What the task asks =
Go through the entries and copy every line that has the string "order" in it.

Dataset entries
- - - - -

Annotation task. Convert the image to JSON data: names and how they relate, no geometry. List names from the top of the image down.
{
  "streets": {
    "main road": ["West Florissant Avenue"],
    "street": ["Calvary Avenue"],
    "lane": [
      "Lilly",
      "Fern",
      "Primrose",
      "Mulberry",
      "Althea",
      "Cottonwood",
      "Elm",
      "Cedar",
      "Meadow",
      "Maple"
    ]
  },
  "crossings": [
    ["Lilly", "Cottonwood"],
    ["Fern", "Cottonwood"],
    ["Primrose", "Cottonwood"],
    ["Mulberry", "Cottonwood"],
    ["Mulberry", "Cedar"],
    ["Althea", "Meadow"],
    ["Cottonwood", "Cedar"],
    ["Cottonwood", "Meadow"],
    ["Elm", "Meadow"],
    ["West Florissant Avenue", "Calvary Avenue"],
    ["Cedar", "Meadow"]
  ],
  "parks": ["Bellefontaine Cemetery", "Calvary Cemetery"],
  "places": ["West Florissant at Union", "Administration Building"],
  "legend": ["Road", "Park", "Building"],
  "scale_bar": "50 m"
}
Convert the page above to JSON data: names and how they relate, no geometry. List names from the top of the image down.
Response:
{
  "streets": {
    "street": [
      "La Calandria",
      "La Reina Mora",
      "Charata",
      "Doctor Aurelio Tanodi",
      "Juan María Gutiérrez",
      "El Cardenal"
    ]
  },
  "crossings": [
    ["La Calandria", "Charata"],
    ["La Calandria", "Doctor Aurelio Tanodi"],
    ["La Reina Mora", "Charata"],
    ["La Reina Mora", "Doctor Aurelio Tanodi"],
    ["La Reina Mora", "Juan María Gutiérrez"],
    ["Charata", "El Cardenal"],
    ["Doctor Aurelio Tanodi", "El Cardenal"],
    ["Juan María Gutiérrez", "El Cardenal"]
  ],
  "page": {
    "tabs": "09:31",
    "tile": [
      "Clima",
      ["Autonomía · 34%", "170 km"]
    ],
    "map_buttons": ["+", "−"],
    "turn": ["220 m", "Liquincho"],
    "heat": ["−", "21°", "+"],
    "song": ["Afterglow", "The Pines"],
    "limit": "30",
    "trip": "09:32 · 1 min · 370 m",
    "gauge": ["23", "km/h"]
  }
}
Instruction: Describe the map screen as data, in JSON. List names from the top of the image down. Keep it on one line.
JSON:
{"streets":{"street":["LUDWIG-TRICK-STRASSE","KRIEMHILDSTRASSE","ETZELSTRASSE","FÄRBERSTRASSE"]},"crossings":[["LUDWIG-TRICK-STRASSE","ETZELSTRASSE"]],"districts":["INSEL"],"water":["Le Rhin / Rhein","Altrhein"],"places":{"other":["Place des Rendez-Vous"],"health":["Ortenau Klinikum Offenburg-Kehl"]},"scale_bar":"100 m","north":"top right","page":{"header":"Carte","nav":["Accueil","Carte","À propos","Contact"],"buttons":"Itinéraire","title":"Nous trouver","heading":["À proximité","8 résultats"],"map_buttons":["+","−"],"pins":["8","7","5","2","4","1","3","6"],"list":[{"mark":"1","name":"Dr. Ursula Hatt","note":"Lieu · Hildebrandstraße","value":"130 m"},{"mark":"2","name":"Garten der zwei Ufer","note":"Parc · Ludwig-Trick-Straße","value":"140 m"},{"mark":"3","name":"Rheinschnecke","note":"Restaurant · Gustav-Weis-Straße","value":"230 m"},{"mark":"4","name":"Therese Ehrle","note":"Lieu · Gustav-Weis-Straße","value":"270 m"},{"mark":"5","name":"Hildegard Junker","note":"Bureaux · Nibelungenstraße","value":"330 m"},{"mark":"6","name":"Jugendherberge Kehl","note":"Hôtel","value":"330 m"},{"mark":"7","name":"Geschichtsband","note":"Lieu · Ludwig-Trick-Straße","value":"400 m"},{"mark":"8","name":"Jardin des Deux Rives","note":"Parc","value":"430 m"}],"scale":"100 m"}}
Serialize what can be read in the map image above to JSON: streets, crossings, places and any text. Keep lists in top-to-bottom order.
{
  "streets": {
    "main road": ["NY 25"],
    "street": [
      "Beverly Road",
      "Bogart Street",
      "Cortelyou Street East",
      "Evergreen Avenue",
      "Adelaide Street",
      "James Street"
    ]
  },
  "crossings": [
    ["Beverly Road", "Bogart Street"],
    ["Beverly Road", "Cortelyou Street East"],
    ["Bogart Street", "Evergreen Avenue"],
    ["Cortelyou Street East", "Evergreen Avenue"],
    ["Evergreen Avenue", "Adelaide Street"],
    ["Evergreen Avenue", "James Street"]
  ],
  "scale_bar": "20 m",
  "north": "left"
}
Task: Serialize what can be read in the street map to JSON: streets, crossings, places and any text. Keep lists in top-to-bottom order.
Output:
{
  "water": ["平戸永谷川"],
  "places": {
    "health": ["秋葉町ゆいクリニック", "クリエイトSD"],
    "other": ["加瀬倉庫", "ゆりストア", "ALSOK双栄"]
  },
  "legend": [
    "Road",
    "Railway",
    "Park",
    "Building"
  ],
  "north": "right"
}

- - - - -

Exercise answer =
Serialize what can be read in the map image above to JSON: streets, crossings, places and any text. Keep lists in top-to-bottom order.
Task: Serialize what can be read in the street map to JSON: streets, crossings, places and any text. Keep lists in top-to-bottom order.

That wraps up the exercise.